§ RECORD EXTRACTS
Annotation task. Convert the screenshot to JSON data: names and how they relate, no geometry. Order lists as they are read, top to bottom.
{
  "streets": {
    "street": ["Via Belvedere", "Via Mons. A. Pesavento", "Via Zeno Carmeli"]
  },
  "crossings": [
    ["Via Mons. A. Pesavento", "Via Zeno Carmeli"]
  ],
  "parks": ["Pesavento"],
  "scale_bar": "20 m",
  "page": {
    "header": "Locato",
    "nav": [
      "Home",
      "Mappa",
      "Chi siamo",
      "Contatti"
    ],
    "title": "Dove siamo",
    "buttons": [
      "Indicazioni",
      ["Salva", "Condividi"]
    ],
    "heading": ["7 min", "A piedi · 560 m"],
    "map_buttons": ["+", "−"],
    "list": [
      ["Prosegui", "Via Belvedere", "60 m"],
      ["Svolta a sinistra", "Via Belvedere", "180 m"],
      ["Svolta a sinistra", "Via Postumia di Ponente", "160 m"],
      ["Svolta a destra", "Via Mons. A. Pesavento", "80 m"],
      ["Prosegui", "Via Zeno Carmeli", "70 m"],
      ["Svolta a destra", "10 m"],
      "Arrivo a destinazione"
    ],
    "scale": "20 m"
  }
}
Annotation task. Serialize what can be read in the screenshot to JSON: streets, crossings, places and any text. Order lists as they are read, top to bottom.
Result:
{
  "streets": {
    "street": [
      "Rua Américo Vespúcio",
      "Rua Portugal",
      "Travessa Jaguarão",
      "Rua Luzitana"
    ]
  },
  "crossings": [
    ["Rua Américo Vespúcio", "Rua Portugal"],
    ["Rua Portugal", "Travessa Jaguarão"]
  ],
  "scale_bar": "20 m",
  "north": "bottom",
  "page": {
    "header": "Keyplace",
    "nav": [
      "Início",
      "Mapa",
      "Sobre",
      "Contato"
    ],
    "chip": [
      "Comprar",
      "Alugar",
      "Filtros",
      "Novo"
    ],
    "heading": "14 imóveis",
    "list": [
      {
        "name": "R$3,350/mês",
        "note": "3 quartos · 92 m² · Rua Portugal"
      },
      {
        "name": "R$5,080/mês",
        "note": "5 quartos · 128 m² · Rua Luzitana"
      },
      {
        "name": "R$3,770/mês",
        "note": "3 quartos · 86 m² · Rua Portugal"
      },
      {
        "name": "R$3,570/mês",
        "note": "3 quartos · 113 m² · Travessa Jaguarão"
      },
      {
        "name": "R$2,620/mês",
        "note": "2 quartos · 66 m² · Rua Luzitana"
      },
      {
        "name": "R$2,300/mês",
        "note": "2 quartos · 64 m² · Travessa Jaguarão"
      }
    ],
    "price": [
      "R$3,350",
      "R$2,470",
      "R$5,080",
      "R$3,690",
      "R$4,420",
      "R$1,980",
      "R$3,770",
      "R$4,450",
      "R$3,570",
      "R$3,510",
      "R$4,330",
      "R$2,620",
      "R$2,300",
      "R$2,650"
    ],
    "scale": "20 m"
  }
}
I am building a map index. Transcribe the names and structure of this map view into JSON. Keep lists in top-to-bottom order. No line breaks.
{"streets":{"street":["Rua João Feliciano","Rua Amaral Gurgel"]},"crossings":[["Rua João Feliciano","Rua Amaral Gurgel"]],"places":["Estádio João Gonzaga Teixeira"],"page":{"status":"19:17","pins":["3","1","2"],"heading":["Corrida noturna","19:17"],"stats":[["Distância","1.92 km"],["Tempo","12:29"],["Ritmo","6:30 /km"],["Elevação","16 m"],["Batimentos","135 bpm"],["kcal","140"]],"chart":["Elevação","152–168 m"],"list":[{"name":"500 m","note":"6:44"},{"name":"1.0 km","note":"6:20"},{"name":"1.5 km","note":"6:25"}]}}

§ TASK TO COMPLETE
Reproduce each record exactly as written above.

§ YOUR SOLUTION
Annotation task. Convert the screenshot to JSON data: names and how they relate, no geometry. Order lists as they are read, top to bottom.
{
  "streets": {
    "street": ["Via Belvedere", "Via Mons. A. Pesavento", "Via Zeno Carmeli"]
  },
  "crossings": [
    ["Via Mons. A. Pesavento", "Via Zeno Carmeli"]
  ],
  "parks": ["Pesavento"],
  "scale_bar": "20 m",
  "page": {
    "header": "Locato",
    "nav": [
      "Home",
      "Mappa",
      "Chi siamo",
      "Contatti"
    ],
    "title": "Dove siamo",
    "buttons": [
      "Indicazioni",
      ["Salva", "Condividi"]
    ],
    "heading": ["7 min", "A piedi · 560 m"],
    "map_buttons": ["+", "−"],
    "list": [
      ["Prosegui", "Via Belvedere", "60 m"],
      ["Svolta a sinistra", "Via Belvedere", "180 m"],
      ["Svolta a sinistra", "Via Postumia di Ponente", "160 m"],
      ["Svolta a destra", "Via Mons. A. Pesavento", "80 m"],
      ["Prosegui", "Via Zeno Carmeli", "70 m"],
      ["Svolta a destra", "10 m"],
      "Arrivo a destinazione"
    ],
    "scale": "20 m"
  }
}
Annotation task. Serialize what can be read in the screenshot to JSON: streets, crossings, places and any text. Order lists as they are read, top to bottom.
Result:
{
  "streets": {
    "street": [
      "Rua Américo Vespúcio",
      "Rua Portugal",
      "Travessa Jaguarão",
      "Rua Luzitana"
    ]
  },
  "crossings": [
    ["Rua Américo Vespúcio", "Rua Portugal"],
    ["Rua Portugal", "Travessa Jaguarão"]
  ],
  "scale_bar": "20 m",
  "north": "bottom",
  "page": {
    "header": "Keyplace",
    "nav": [
      "Início",
      "Mapa",
      "Sobre",
      "Contato"
    ],
    "chip": [
      "Comprar",
      "Alugar",
      "Filtros",
      "Novo"
    ],
    "heading": "14 imóveis",
    "list": [
      {
        "name": "R$3,350/mês",
        "note": "3 quartos · 92 m² · Rua Portugal"
      },
      {
        "name": "R$5,080/mês",
        "note": "5 quartos · 128 m² · Rua Luzitana"
      },
      {
        "name": "R$3,770/mês",
        "note": "3 quartos · 86 m² · Rua Portugal"
      },
      {
        "name": "R$3,570/mês",
        "note": "3 quartos · 113 m² · Travessa Jaguarão"
      },
      {
        "name": "R$2,620/mês",
        "note": "2 quartos · 66 m² · Rua Luzitana"
      },
      {
        "name": "R$2,300/mês",
        "note": "2 quartos · 64 m² · Travessa Jaguarão"
      }
    ],
    "price": [
      "R$3,350",
      "R$2,470",
      "R$5,080",
      "R$3,690",
      "R$4,420",
      "R$1,980",
      "R$3,770",
      "R$4,450",
      "R$3,570",
      "R$3,510",
      "R$4,330",
      "R$2,620",
      "R$2,300",
      "R$2,650"
    ],
    "scale": "20 m"
  }
}
I am building a map index. Transcribe the names and structure of this map view into JSON. Keep lists in top-to-bottom order. No line breaks.
{"streets":{"street":["Rua João Feliciano","Rua Amaral Gurgel"]},"crossings":[["Rua João Feliciano","Rua Amaral Gurgel"]],"places":["Estádio João Gonzaga Teixeira"],"page":{"status":"19:17","pins":["3","1","2"],"heading":["Corrida noturna","19:17"],"stats":[["Distância","1.92 km"],["Tempo","12:29"],["Ritmo","6:30 /km"],["Elevação","16 m"],["Batimentos","135 bpm"],["kcal","140"]],"chart":["Elevação","152–168 m"],"list":[{"name":"500 m","note":"6:44"},{"name":"1.0 km","note":"6:20"},{"name":"1.5 km","note":"6:25"}]}}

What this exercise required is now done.